[[ EXTRACTED ENTRIES open ]]
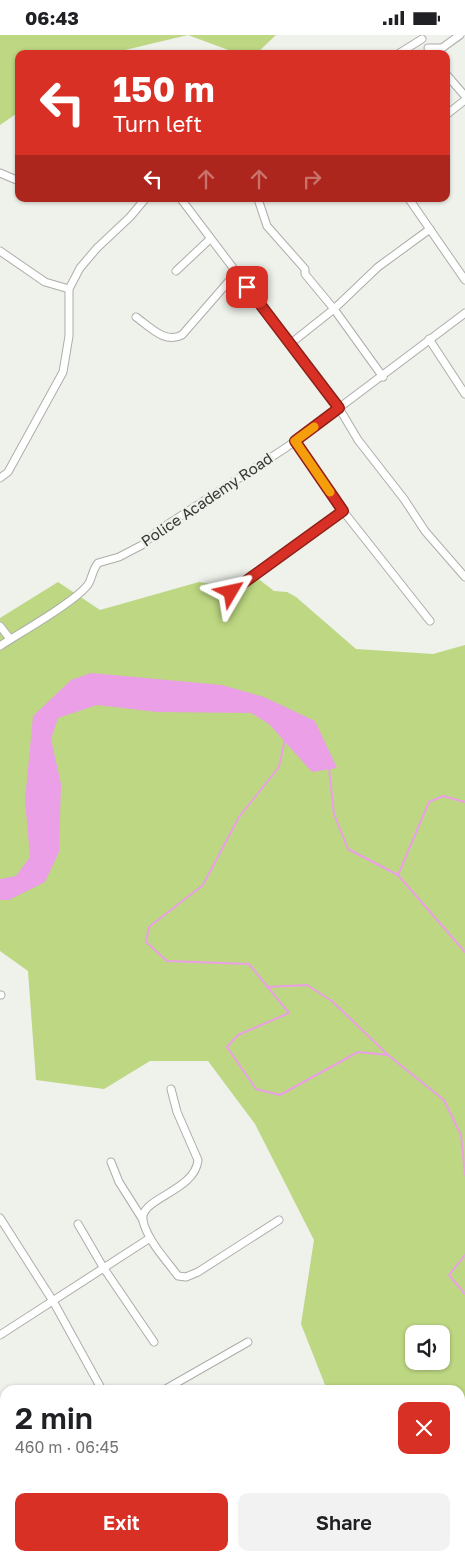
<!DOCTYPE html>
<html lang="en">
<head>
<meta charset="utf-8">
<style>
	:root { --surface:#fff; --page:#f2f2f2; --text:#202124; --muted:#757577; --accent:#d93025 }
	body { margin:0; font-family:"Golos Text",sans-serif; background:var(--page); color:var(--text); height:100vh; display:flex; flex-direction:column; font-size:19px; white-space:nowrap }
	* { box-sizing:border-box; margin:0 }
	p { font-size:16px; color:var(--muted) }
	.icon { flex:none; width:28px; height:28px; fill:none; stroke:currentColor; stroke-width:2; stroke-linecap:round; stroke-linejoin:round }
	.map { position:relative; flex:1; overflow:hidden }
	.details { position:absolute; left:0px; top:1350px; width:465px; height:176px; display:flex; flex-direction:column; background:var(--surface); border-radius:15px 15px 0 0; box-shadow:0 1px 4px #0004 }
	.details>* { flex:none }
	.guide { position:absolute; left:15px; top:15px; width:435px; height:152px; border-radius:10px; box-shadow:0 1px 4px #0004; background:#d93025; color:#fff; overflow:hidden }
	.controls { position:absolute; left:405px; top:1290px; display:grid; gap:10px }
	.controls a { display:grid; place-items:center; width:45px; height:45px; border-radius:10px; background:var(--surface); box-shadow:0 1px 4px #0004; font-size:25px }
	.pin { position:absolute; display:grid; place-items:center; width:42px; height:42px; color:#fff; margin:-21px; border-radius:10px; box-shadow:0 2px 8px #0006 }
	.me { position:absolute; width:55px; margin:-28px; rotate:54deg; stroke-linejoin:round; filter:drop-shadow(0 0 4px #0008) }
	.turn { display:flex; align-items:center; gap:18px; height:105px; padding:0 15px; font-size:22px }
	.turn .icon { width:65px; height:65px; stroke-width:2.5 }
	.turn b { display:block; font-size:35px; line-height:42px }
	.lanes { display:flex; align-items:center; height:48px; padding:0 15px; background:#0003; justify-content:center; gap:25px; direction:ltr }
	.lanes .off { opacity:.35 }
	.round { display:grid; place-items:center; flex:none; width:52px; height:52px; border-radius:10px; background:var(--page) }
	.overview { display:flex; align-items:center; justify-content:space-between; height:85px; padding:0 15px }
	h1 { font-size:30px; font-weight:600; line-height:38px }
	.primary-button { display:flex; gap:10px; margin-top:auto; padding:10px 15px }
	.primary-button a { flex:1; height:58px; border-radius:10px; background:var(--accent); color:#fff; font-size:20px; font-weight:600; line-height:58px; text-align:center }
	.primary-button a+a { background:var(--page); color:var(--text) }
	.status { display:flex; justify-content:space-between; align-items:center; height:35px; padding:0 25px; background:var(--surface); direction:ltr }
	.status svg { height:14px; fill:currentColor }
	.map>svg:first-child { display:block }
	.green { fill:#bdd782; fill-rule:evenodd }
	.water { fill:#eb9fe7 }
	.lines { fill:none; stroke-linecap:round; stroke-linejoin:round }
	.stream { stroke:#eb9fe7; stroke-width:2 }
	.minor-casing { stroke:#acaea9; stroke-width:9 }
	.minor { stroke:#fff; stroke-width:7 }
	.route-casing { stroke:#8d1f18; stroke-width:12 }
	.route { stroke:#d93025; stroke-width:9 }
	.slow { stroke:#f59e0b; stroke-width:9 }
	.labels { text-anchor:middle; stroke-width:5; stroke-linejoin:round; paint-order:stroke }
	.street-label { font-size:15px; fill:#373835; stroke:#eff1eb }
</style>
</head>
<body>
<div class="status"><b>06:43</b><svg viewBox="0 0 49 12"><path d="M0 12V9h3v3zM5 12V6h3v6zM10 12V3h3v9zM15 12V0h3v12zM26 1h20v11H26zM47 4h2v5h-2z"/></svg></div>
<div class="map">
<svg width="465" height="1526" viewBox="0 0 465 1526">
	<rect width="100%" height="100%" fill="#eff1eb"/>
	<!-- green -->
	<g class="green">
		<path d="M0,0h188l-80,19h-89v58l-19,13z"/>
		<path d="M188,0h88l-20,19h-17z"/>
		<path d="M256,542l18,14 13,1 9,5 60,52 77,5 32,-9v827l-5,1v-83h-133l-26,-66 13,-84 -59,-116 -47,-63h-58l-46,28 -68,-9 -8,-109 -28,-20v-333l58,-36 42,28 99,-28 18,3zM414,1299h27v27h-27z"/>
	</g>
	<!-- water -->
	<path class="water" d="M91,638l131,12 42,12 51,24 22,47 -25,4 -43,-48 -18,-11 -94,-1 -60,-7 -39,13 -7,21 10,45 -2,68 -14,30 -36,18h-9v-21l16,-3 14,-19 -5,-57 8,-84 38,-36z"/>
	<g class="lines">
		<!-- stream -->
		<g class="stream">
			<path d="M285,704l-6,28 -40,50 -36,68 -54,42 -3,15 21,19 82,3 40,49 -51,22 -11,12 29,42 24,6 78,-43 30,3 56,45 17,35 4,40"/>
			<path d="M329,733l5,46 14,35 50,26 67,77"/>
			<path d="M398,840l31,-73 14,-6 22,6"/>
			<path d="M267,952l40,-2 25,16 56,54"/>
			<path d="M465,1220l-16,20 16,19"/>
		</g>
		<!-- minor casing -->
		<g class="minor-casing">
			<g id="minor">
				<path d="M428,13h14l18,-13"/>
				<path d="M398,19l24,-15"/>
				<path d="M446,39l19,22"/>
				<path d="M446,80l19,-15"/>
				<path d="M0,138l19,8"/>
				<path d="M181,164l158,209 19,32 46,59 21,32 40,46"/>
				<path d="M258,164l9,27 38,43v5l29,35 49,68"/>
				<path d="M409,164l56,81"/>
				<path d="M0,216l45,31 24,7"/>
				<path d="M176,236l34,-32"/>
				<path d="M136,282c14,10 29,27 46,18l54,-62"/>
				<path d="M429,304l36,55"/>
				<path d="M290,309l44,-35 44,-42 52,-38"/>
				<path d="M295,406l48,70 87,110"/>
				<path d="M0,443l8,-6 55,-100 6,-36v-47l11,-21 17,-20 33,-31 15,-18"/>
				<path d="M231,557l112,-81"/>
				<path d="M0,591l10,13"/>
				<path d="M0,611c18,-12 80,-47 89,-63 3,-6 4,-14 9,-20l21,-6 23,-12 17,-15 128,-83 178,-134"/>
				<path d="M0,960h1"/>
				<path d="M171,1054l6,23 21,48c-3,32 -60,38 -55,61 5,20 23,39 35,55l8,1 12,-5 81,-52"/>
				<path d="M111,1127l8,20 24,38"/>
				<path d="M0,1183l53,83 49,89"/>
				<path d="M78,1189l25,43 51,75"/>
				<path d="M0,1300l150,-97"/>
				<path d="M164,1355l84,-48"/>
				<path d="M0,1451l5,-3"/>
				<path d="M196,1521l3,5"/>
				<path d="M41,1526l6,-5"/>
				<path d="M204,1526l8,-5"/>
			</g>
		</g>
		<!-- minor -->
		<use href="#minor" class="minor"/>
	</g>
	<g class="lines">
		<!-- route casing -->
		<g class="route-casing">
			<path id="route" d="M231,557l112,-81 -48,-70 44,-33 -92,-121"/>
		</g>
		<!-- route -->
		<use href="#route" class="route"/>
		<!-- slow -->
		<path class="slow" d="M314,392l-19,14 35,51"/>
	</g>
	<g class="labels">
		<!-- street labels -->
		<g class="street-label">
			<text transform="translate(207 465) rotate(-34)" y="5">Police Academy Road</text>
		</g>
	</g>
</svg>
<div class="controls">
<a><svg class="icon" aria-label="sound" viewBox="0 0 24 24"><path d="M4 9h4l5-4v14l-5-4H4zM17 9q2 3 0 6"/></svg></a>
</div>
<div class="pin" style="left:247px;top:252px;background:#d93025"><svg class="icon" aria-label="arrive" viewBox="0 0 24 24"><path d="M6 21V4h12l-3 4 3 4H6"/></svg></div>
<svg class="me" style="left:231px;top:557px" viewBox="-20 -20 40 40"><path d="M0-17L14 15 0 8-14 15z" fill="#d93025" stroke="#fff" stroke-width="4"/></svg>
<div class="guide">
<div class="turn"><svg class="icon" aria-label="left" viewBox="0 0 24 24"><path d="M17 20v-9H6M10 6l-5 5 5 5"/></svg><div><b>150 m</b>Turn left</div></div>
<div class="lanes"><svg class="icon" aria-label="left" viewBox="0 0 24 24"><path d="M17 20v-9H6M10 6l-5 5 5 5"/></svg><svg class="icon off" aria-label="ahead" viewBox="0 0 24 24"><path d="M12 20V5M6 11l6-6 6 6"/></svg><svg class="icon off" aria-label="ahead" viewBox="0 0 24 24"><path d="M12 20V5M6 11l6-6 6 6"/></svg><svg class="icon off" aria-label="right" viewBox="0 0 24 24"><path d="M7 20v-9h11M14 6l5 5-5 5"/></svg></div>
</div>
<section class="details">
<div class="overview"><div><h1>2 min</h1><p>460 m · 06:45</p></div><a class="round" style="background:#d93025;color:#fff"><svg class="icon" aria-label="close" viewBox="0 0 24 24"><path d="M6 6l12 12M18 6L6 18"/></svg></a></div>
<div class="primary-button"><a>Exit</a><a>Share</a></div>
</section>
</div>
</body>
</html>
[[ EXTRACTED ENTRIES closed ]]
YOUR TASK:
Give the number of lines in the listing that contain the word "controls", leaving out all other words.

SOLVED PROBLEM:
3